Segment Start: Given records

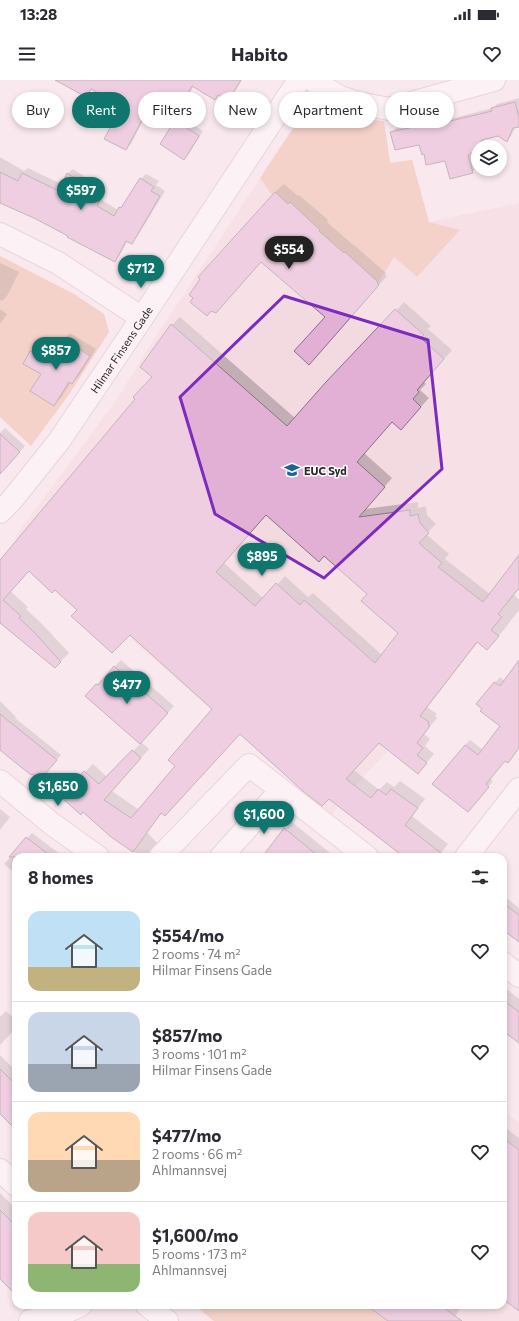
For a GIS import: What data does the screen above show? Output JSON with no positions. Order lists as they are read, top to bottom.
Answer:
{
  "streets": {
    "street": ["Hilmar Finsens Gade"]
  },
  "places": {
    "school or university": ["EUC Syd"]
  },
  "page": {
    "status": "13:28",
    "header": "Habito",
    "chip": [
      "Buy",
      "Rent",
      "Filters",
      "New",
      "Apartment",
      "House"
    ],
    "price": [
      "$597",
      "$554",
      "$712",
      "$857",
      "$895",
      "$477",
      "$1,650",
      "$1,600"
    ],
    "heading": "8 homes",
    "list": [
      {
        "name": "$554/mo",
        "note": "2 rooms · 74 m² · Hilmar Finsens Gade"
      },
      {
        "name": "$857/mo",
        "note": "3 rooms · 101 m² · Hilmar Finsens Gade"
      },
      {
        "name": "$477/mo",
        "note": "2 rooms · 66 m² · Ahlmannsvej"
      },
      {
        "name": "$1,600/mo",
        "note": "5 rooms · 173 m² · Ahlmannsvej"
      }
    ]
  }
}
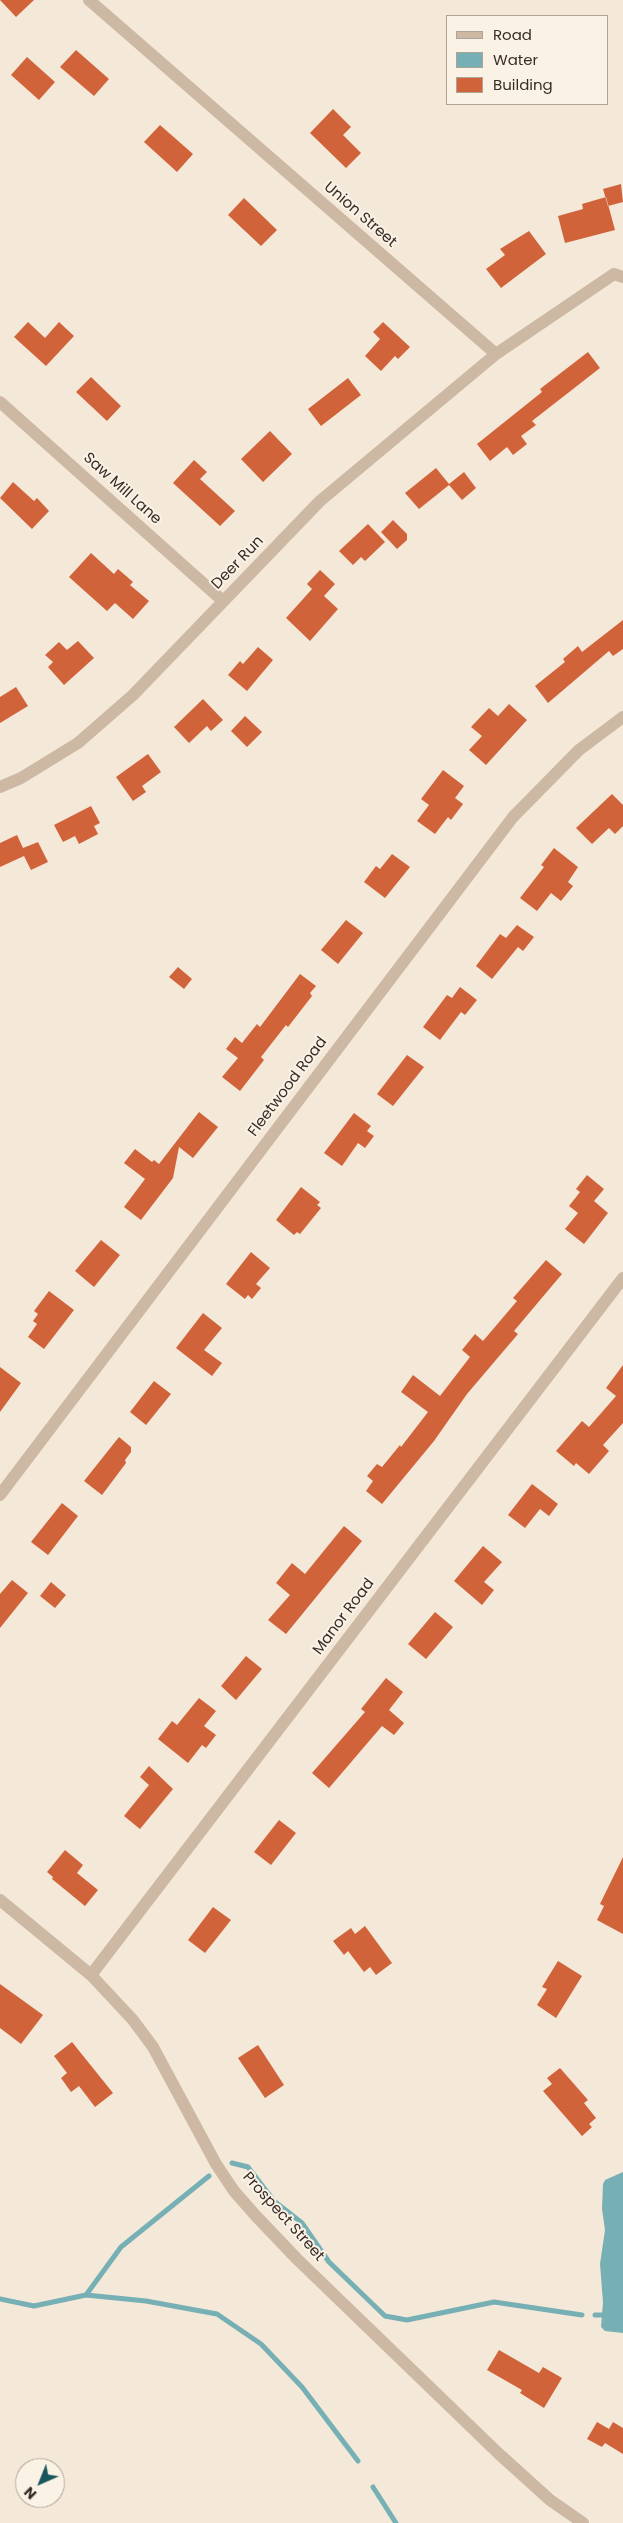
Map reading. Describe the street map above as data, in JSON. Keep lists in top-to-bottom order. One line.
{"streets":{"street":["Union Street","Saw Mill Lane","Deer Run","Fleetwood Road","Manor Road","Prospect Street"]},"crossings":[["Union Street","Deer Run"],["Saw Mill Lane","Deer Run"],["Manor Road","Prospect Street"]],"legend":["Road","Water","Building"],"north":"bottom left"}
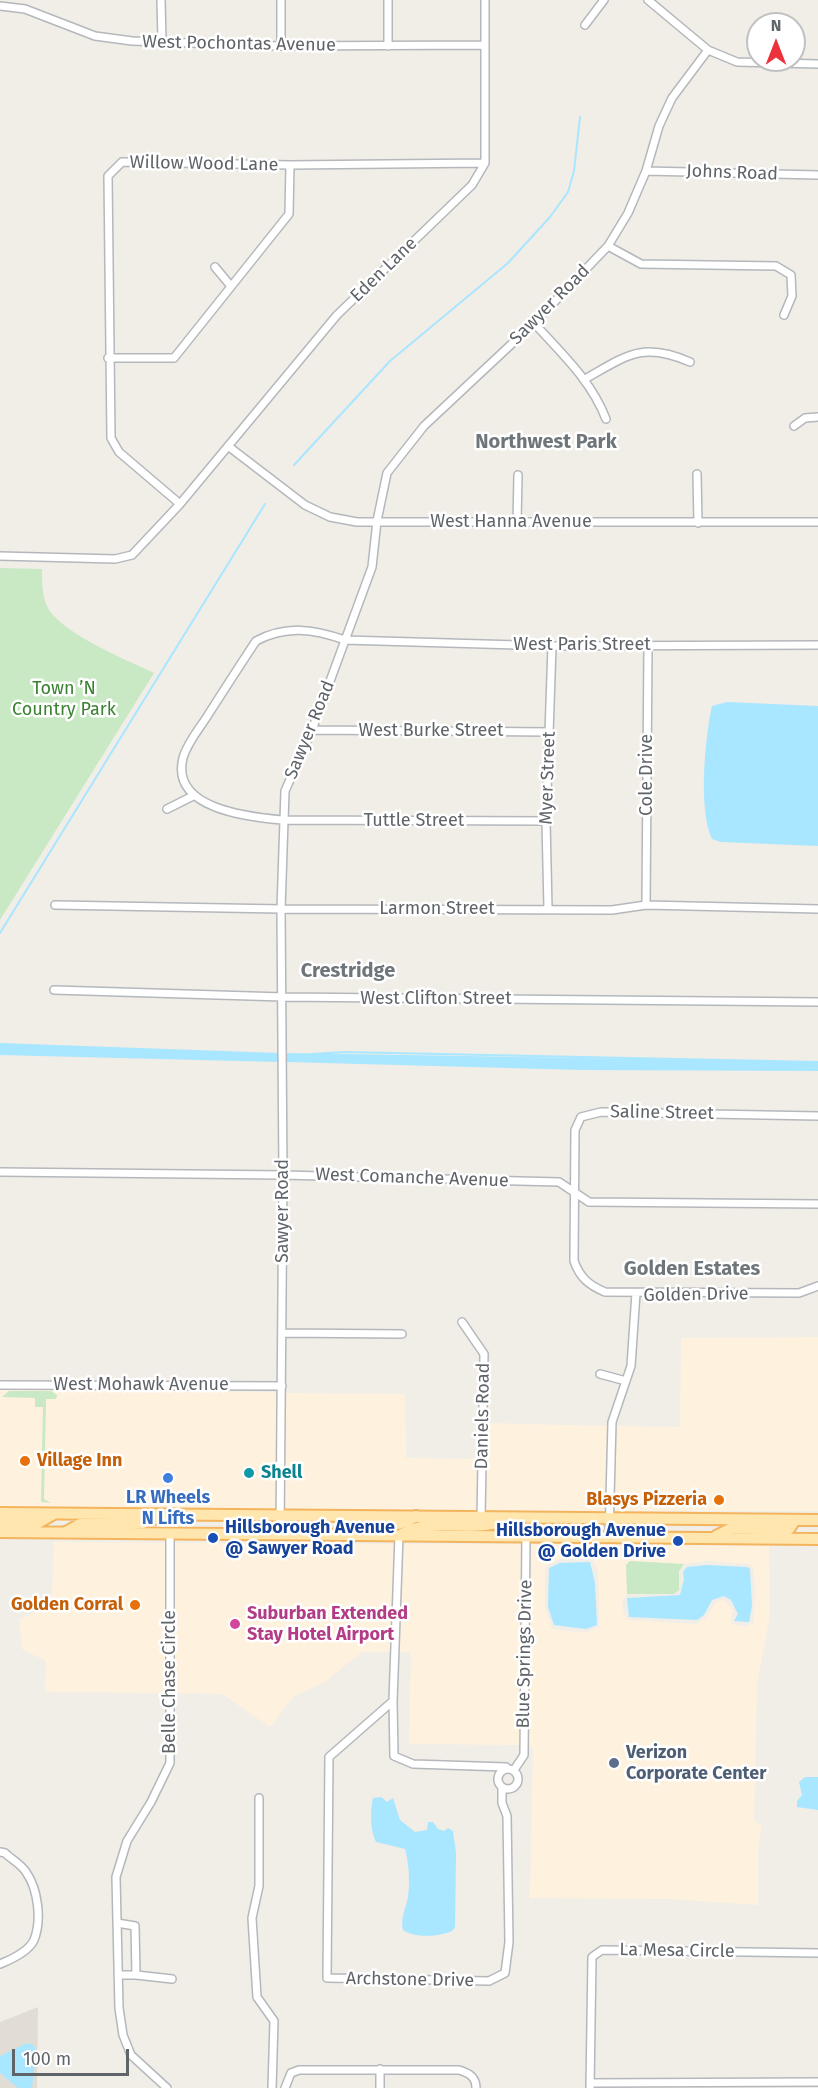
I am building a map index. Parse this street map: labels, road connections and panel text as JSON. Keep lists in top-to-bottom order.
{
  "streets": {
    "street": [
      "West Pochontas Avenue",
      "Willow Wood Lane",
      "Johns Road",
      "Eden Lane",
      "Sawyer Road",
      "West Hanna Avenue",
      "West Paris Street",
      "West Burke Street",
      "Cole Drive",
      "Myer Street",
      "Tuttle Street",
      "Larmon Street",
      "West Clifton Street",
      "Saline Street",
      "West Comanche Avenue",
      "Golden Drive",
      "West Mohawk Avenue",
      "Daniels Road",
      "Blue Springs Drive",
      "Belle Chase Circle",
      "La Mesa Circle",
      "Archstone Drive"
    ]
  },
  "crossings": [
    ["Willow Wood Lane", "Eden Lane"],
    ["Johns Road", "Sawyer Road"],
    ["Eden Lane", "West Hanna Avenue"],
    ["Sawyer Road", "West Hanna Avenue"],
    ["Sawyer Road", "West Paris Street"],
    ["Sawyer Road", "West Burke Street"],
    ["Sawyer Road", "Tuttle Street"],
    ["Sawyer Road", "Larmon Street"],
    ["Sawyer Road", "West Clifton Street"],
    ["Sawyer Road", "West Comanche Avenue"],
    ["Sawyer Road", "West Mohawk Avenue"],
    ["West Paris Street", "Cole Drive"],
    ["West Paris Street", "Myer Street"],
    ["West Paris Street", "Tuttle Street"],
    ["West Burke Street", "Myer Street"],
    ["Cole Drive", "Larmon Street"],
    ["Myer Street", "Tuttle Street"],
    ["Myer Street", "Larmon Street"],
    ["Saline Street", "West Comanche Avenue"],
    ["Blue Springs Drive", "Archstone Drive"]
  ],
  "districts": ["Northwest Park", "Crestridge", "Golden Estates"],
  "parks": ["Town ’N Country Park"],
  "places": [
    "Village Inn",
    "Shell",
    "LR Wheels N Lifts",
    "Blasys Pizzeria",
    "Hillsborough Avenue @ Sawyer Road",
    "Hillsborough Avenue @ Golden Drive",
    "Golden Corral",
    "Suburban Extended Stay Hotel Airport",
    "Verizon Corporate Center"
  ],
  "scale_bar": "100 m",
  "north": "top"
}
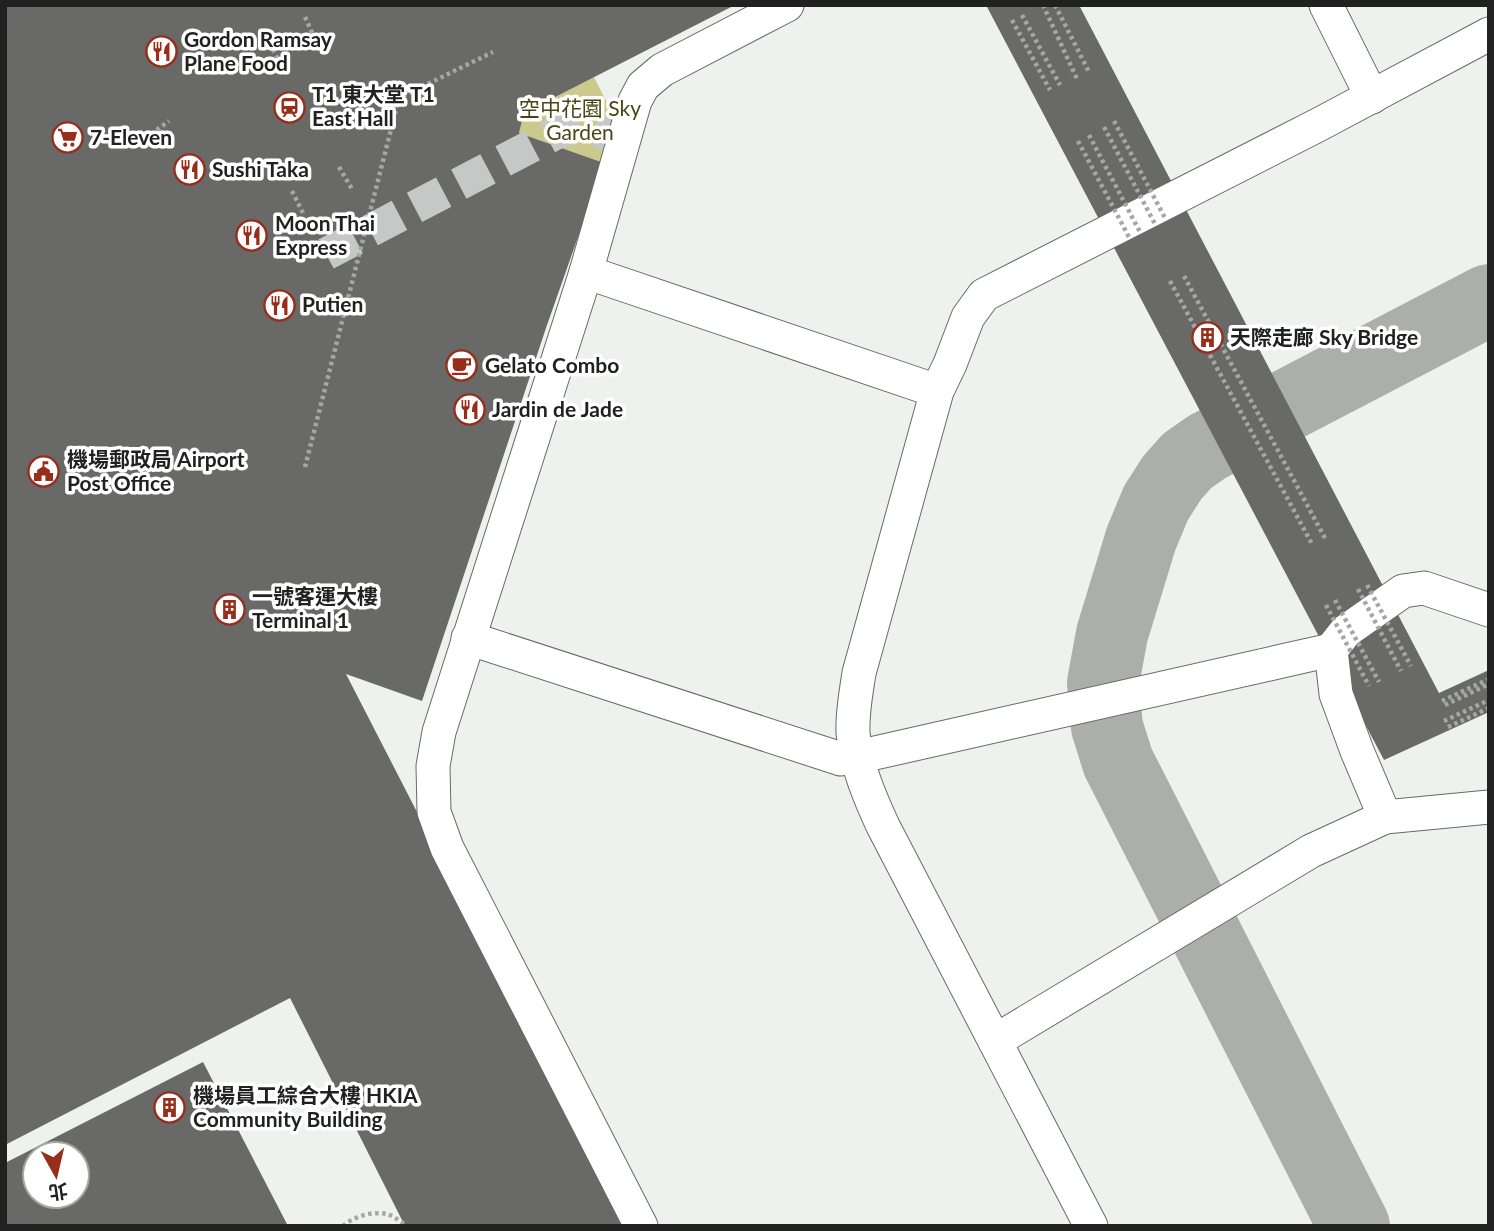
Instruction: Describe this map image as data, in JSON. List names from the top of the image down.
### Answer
{
  "parks": ["空中花園 Sky Garden"],
  "places": {
    "restaurant": [
      "Gordon Ramsay Plane Food",
      "Sushi Taka",
      "Moon Thai Express",
      "Putien",
      "Jardin de Jade"
    ],
    "station": ["T1 東大堂 T1 East Hall"],
    "supermarket": ["7-Eleven"],
    "building": ["天際走廊 Sky Bridge", "一號客運大樓 Terminal 1", "機場員工綜合大樓 HKIA Community Building"],
    "cafe": ["Gelato Combo"],
    "public building": ["機場郵政局 Airport Post Office"]
  },
  "north": "bottom"
}
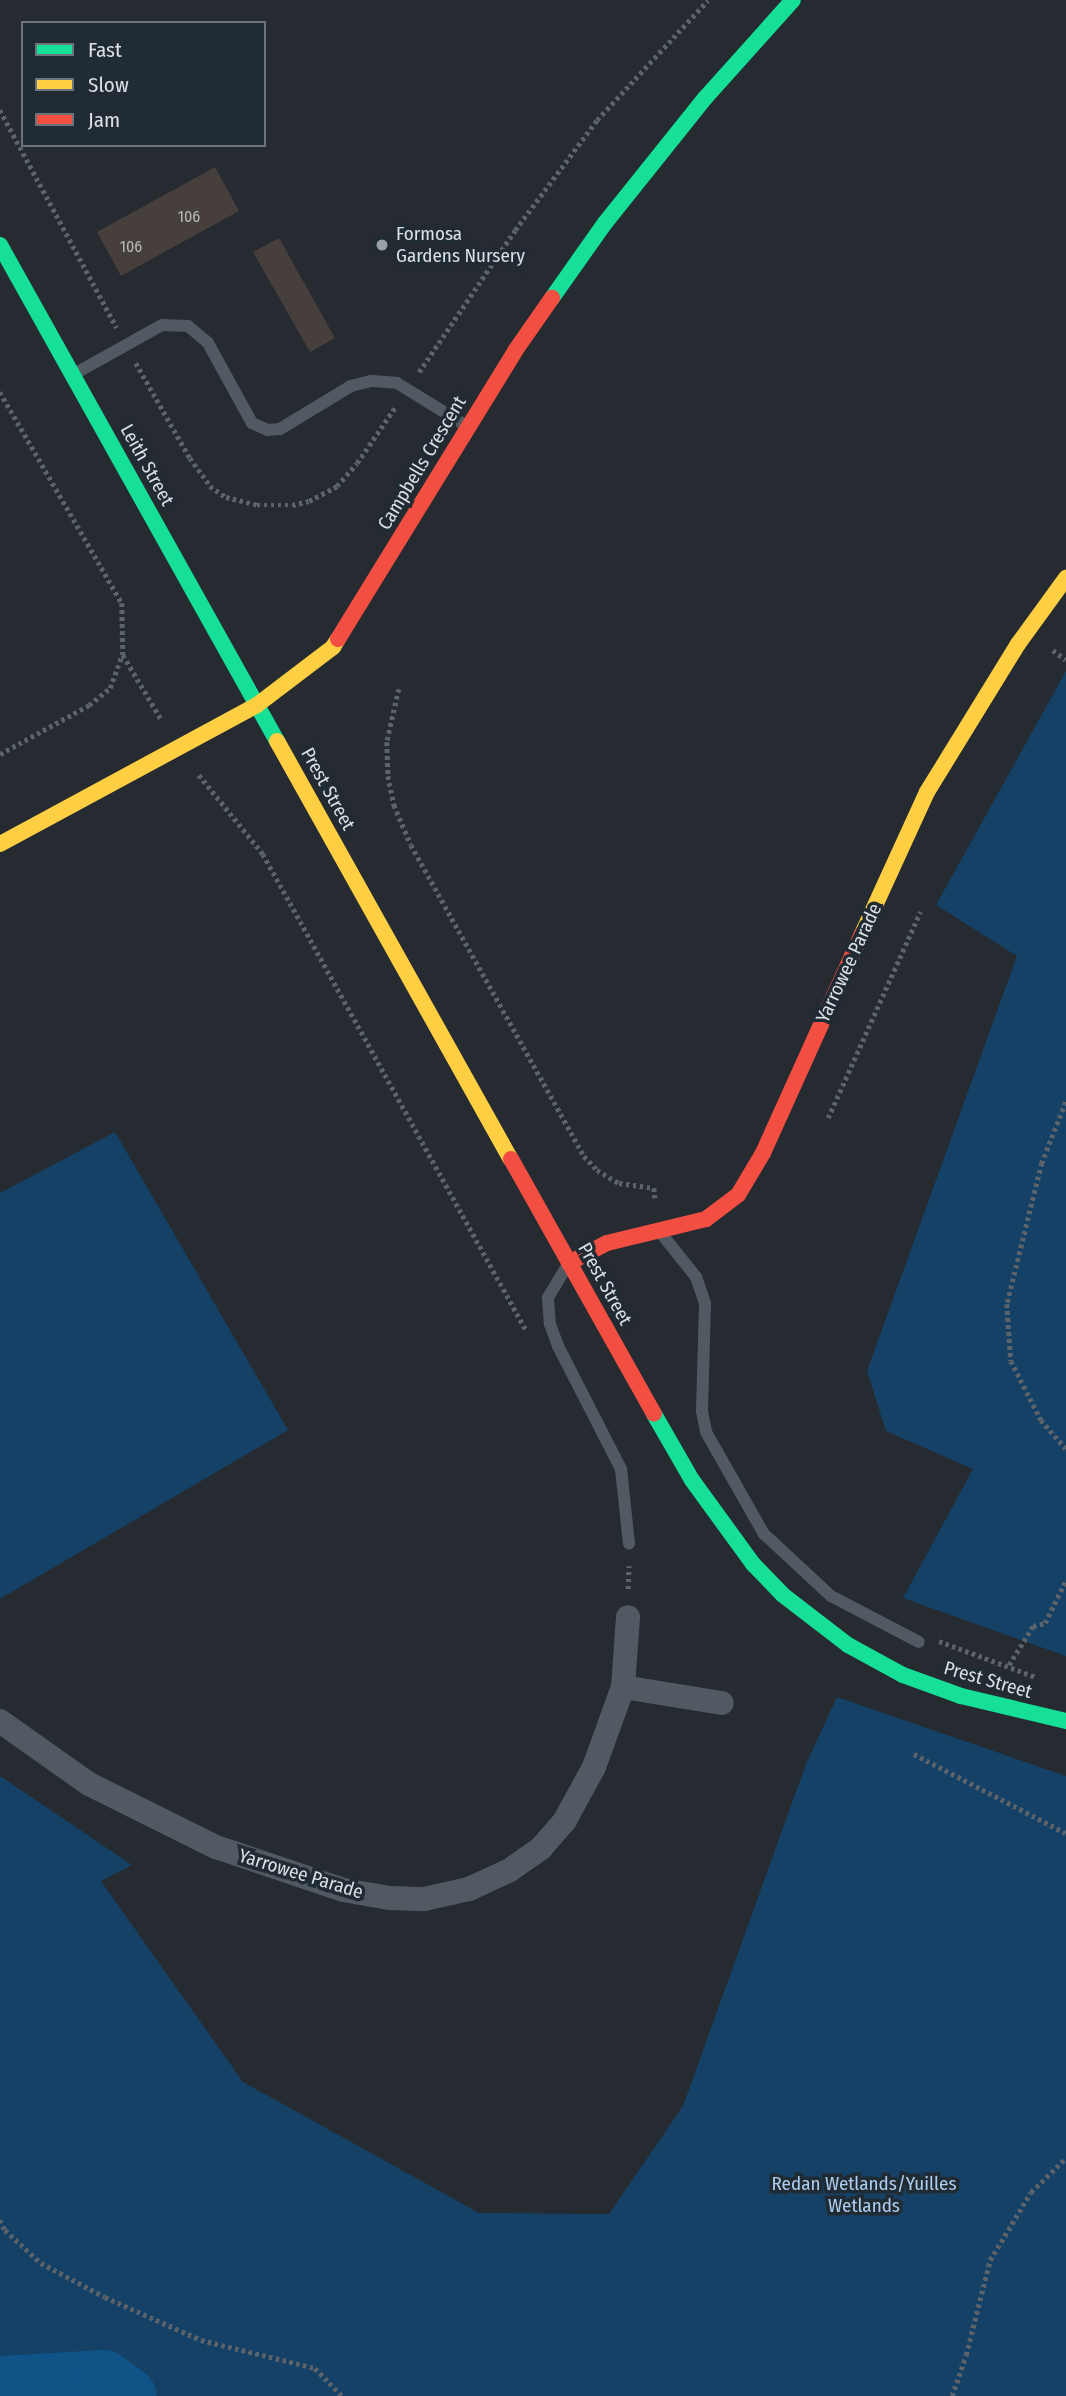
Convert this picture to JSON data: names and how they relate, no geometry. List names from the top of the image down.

Segment End: Given records

Each line above that includes "they" should be shown.

- **Exercise response**
For a GIS import: What data does the screen above show? Output JSON with no positions. Order lists as they are read, top to bottom.
Convert this picture to JSON data: names and how they relate, no geometry. List names from the top of the image down.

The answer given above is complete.